Check each line of the entries below for the word "linejoin", and copy the lines that have it.

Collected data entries
Content starts

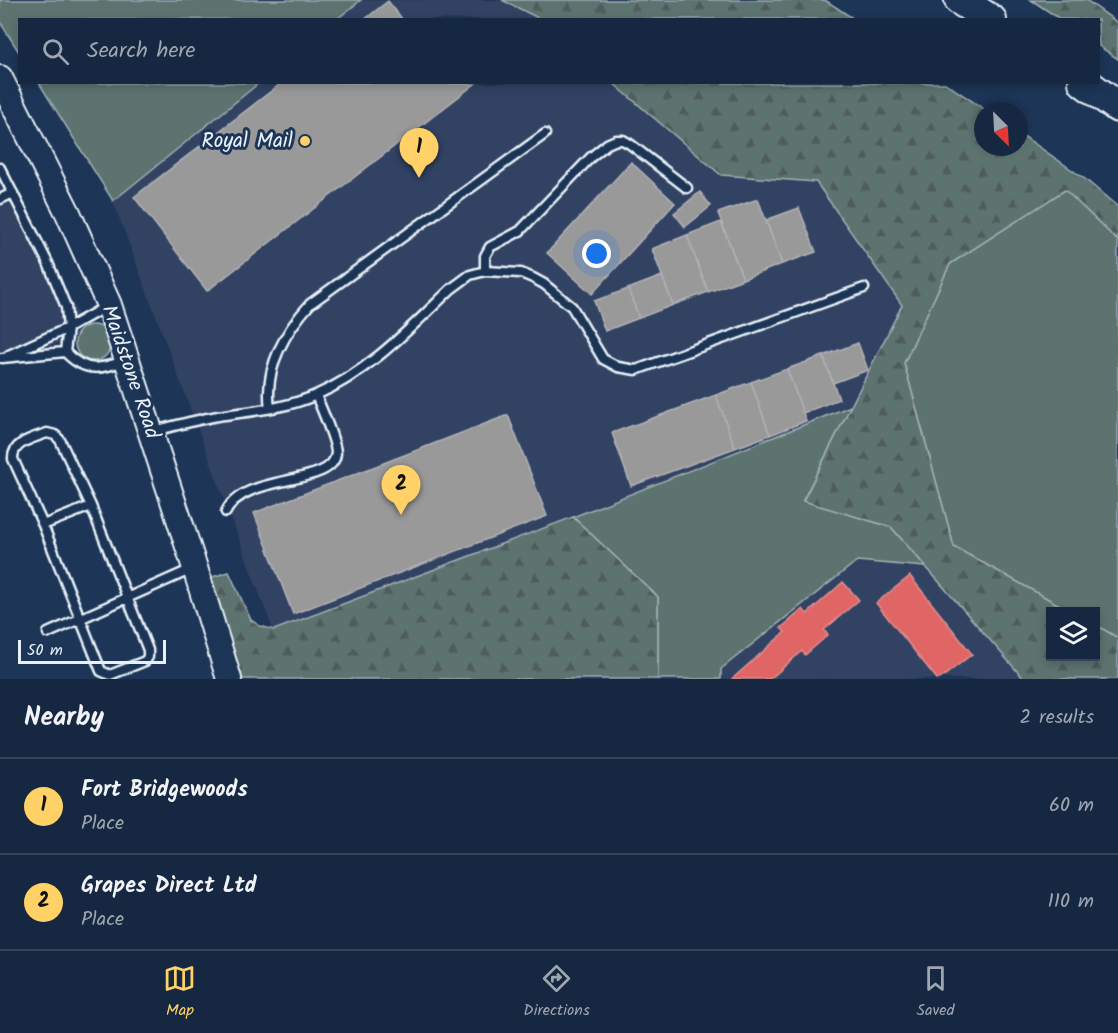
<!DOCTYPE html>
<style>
body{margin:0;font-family:Kalam,sans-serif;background:#23344c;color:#f1f3f6}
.controls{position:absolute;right:18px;bottom:18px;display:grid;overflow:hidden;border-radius:0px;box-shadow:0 3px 9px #0003}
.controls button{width:54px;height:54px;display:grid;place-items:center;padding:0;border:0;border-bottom:2px solid #35445a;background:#162841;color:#f1f3f6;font:30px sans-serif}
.compass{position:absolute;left:974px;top:102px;width:54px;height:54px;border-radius:50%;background:#162841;box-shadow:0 3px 9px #0003;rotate:156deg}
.scale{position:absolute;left:18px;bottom:15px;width:148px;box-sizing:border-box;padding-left:6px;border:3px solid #e8f1f8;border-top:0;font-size:16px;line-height:21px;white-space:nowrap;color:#e8f1f8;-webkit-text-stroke:4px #1d3557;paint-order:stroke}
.you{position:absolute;left:597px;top:254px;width:21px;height:21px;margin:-15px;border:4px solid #fff;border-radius:50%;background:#1a73e8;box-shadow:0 0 0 9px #1a73e833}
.badge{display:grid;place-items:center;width:39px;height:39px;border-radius:50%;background:#ffd166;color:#111;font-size:20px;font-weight:700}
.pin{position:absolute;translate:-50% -50px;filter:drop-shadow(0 2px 3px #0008)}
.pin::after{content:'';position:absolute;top:32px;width:21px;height:18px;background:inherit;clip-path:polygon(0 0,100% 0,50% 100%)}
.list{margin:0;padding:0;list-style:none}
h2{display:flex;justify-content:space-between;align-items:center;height:78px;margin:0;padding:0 24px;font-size:26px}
h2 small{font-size:20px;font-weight:400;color:#9ea6b1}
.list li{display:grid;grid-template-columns:39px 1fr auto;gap:18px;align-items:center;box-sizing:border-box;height:96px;padding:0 24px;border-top:2px solid #35445a}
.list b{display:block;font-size:22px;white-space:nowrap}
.list p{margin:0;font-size:20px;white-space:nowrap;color:#9ea6b1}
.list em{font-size:20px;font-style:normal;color:#9ea6b1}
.icon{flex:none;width:33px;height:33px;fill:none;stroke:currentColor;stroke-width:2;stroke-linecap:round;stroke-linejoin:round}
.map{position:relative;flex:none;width:1118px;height:679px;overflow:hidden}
.search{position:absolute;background:#162841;box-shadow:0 3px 9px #0003;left:18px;right:18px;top:18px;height:66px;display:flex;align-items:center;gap:15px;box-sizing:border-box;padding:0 21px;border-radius:0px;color:#9ea6b1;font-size:22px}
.sheet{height:270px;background:#162841}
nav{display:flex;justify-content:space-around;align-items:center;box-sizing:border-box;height:84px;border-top:2px solid #35445a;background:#162841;font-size:16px;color:#9ea6b1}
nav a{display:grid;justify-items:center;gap:3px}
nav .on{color:#ffd166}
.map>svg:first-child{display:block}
.built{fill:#334264}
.grass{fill:#5d736f;stroke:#a2b2b4;stroke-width:1.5}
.forest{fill:url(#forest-firs);stroke:#a2b2b4;stroke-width:1.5}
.shops{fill:#e06666;stroke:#e29092;stroke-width:1.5}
.industry{fill:#999;stroke:#b1b3b6;stroke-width:1.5}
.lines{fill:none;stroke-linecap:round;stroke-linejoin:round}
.lane-casing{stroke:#e8f1f8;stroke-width:13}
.secondary-casing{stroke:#e8f1f8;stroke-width:28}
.highway-casing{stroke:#e8f1f8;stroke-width:34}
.lane{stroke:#1d3557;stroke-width:8}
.secondary{stroke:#1d3557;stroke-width:24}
.highway{stroke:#1d3557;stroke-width:30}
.poi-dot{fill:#ffd166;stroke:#1d3557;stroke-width:2}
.labels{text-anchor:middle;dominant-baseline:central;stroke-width:6;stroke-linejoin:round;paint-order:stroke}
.poi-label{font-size:21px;fill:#e8f1f8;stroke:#1d3557;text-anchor:end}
.street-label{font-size:21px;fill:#e8f1f8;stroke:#1d3557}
</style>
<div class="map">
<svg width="1118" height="679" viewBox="0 0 1118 679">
<defs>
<pattern id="forest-firs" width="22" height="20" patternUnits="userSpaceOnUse" patternTransform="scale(1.5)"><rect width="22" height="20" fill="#5d736f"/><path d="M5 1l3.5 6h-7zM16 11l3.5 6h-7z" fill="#505b5b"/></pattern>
</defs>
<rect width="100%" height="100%" fill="#1d3557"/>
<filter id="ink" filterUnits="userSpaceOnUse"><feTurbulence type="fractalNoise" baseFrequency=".0167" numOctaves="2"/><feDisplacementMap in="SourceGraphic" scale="12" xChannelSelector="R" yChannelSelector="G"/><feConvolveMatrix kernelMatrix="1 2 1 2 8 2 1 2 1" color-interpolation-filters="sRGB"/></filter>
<g filter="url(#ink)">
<!-- built -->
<path class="built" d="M 361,0 L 502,0 L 540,19 L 337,20 Z
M 259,83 L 613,83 L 721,175 L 816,182 L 902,305 L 851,406 L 753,450 L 273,630 L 113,201 Z
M 0,161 L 89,336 L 0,359 Z
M 857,561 L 926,567 L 1024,679 L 721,679 L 721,669 Z"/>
<!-- grass -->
<path class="grass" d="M 0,0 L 361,0 L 337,19 L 20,20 L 19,52 L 0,22 Z
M 39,83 L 259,83 L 113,201 Z
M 1065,189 L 1118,241 L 1118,638 L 1096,625 L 1096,612 L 1070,611 L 954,547 L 904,363 L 950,264 Z
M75 343a18 18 0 1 1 36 0a18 18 0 1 1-36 0Z
M 851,406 L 803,500 L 891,527 L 926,567 L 857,561 L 721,669 L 721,679 L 658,679 L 658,597 L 573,517 Z"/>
<!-- forest -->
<path class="forest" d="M 502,0 L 825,0 L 854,19 L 540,19 Z
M 1031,0 L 1086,0 L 1118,23 L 1118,59 L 1099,46 L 1098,20 L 1060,19 Z
M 613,83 L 945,83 L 987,111 L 983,111 L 983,147 L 1019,147 L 1019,133 L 1085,179 L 1118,207 L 1118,241 L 1065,190 L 950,264 L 904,363 L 954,547 L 1070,611 L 1050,612 L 1050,656 L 1096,656 L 1096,625 L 1118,638 L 1118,679 L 1024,679 L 891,527 L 803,501 L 902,305 L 816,182 L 721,175 Z
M 573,517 L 658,597 L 658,679 L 229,679 L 199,581 L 229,572 L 251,620 L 260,626 L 274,630 Z"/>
<!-- shops -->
<path class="shops" d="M 910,576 L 972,654 L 940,679 L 937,679 L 876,603 Z
M 843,582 L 859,600 L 824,630 L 828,635 L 805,655 L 802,651 L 770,679 L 732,679 L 785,632 L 781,628 L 803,609 L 807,614 Z"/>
<!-- industry -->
<path class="industry" d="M 388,1 L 403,20 L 364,20 Z
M 283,82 L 475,84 L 207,291 L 134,197 Z
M 631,162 L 675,203 L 592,294 L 547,253 Z
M 700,192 L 711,206 L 685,227 L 674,213 Z
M 758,199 L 782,264 L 743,279 L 718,213 Z
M 799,208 L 816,252 L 782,264 L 766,220 Z
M 721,222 L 743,279 L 708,292 L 687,235 Z
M 687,235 L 708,292 L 673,305 L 652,249 Z
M 662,276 L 673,305 L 639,318 L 628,289 Z
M 628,289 L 639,318 L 605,331 L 594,301 Z
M 858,343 L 868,370 L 833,383 L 823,356 Z
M 823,356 L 839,399 L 803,413 L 787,369 Z
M 787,369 L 806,421 L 770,435 L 751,382 Z
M 751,382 L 770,435 L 735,448 L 716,395 Z
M 716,395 L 735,448 L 631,486 L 612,433 Z
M 508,415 L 547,516 L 293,614 L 254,513 Z"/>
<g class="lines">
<defs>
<path id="lane" d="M 0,168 L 48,263 L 66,307 L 68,328 L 65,352
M 0,199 L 13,193
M 485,271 L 485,256 L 490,247 L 520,231 L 591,157 L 607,144 L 616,140 L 623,140 L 630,144 L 687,188
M 9,355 L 68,328 L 107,306
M 2,358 L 65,352 C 86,374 101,369 127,360
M 270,408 C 264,368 284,333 310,304 L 545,134
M 151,432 C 173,426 195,420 218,416 C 250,411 285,409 316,395 C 369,372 410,328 451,289 L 470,275 L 485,271 L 521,273 L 533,278 L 544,284 L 572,307 L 603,359 L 618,367 L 636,370 L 864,288
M 47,433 L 55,435 L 60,440 L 91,506 L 148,650 L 148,657 L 145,661 L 110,675 L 101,671 L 43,525 L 13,459 C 12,442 34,438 47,433 Z
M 226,512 C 243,472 334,488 336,453 C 336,441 321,408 316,395
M 43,525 L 91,506
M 48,633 L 192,569"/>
<path id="secondary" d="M 0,78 L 68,213 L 109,305 L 195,568 L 229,679"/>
<path id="highway" d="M 960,0 L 991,20
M 1084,82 L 1118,107"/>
</defs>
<!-- lane casing -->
<use href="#lane" class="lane-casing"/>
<!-- secondary casing -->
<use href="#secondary" class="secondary-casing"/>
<!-- highway casing -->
<use href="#highway" class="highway-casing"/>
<!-- lane -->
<use href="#lane" class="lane"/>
<!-- secondary -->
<use href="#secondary" class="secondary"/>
<!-- highway -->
<use href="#highway" class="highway"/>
</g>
</g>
<!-- markers -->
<circle class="poi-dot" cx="305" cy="141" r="6"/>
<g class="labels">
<!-- poi labels -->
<g class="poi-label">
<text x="293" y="141">Royal Mail</text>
</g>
<!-- street labels -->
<g class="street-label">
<text transform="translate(130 372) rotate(71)">Maidstone Road</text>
</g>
</g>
</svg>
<div class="controls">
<button><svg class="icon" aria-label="layers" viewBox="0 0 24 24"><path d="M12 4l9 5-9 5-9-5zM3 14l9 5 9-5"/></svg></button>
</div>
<svg class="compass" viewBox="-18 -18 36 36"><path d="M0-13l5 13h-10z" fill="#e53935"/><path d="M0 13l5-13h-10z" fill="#9ea6b1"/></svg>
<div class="scale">50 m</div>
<div class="you"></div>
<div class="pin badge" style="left:419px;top:178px">1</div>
<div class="pin badge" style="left:401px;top:515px">2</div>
<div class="search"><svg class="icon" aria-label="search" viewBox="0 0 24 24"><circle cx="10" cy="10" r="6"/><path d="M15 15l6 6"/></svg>Search here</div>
</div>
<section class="sheet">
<h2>Nearby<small>2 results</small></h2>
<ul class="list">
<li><span class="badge">1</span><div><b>Fort Bridgewoods</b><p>Place</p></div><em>60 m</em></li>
<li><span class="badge">2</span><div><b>Grapes Direct Ltd</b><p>Place</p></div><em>110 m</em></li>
</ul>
</section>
<nav>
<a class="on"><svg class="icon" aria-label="map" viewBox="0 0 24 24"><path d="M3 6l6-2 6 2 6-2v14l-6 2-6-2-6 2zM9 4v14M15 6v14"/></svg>Map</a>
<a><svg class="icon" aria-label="directions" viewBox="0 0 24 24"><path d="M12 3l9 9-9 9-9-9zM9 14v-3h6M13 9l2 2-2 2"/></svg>Directions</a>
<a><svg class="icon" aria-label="saved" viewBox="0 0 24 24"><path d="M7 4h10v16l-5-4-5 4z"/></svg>Saved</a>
</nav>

Content ends

Finished task:
.icon{flex:none;width:33px;height:33px;fill:none;stroke:currentColor;stroke-width:2;stroke-linecap:round;stroke-linejoin:round}
.lines{fill:none;stroke-linecap:round;stroke-linejoin:round}
.labels{text-anchor:middle;dominant-baseline:central;stroke-width:6;stroke-linejoin:round;paint-order:stroke}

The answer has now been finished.